>when male life expectancy has plunged to 57 years . . .
I wonder how reliable this fact is, though. From what I've seen, the Russian
mortality crisis reflected a statistical trend from 1987 to 1994, mostly
among males in the 30-60 age group. Infant mortality and death rates among
older males didn't change that much (although birth rates also plunged).
There was also an improvement in male life expectancy in the decade prior to
1990. It seems to me that a complicating factor would be the extraordinary
bulge in the Russian birth cohort from the 5-year period preceding World War
II. I don't have the stats to do the checking, but it may be that a much
less drastic decline in male life expectancy has been amplified out of
proportion by a half-century old demographic blip.
As of 1990, the Russian male cohort born in the five years between 1936 and
1940 was about 50% larger than that born in the previous five years and over
2/3 larger than that born in the subsequent five year period.
A second complicating factor could be the huge military casualities suffered
by the Soviet Union in World War II. For example, in 1990 there were only
about half as many males as females in the 65-69 age group.
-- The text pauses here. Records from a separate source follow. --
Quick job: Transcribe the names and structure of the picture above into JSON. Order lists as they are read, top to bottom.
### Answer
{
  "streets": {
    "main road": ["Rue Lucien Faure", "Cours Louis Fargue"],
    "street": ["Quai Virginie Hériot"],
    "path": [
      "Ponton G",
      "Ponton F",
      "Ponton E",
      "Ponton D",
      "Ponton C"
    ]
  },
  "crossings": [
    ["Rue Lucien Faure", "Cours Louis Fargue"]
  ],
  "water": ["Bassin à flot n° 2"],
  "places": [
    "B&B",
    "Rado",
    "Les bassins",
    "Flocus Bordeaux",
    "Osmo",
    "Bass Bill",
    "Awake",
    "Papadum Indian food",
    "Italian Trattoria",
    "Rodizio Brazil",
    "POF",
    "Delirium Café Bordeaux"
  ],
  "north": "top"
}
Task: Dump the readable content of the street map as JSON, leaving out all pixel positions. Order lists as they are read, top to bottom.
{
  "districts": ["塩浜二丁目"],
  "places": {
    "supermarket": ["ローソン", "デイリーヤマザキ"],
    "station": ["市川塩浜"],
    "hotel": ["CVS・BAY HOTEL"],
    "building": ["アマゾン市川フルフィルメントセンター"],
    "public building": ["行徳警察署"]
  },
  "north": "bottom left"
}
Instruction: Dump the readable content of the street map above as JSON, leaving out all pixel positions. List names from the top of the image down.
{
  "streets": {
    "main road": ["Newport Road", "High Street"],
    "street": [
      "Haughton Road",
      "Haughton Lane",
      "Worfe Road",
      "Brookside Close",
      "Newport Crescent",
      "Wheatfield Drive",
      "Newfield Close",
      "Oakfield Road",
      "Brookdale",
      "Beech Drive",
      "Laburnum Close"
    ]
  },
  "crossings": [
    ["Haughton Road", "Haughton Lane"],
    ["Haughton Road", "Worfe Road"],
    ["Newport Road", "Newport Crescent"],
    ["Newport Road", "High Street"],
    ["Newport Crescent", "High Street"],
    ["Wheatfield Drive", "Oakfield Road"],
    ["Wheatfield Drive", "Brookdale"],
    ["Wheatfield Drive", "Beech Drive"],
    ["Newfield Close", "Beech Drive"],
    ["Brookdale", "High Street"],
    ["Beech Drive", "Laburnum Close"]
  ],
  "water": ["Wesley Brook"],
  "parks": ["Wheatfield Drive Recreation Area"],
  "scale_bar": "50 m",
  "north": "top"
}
Ceterus paribus,
there would be less deaths among males in the 70-75 age group during the
first half of the 1990s simply because there would be less males.
To repeat: all this suggests to me not that there hasn't been a
deterioration in male life expectancy in Russia, but that the steepness of
the decline MAY have been exagerated due to demographic factors totally
unconnected with the demise of the Soviet Union.
This is a _question_, not a conclusion.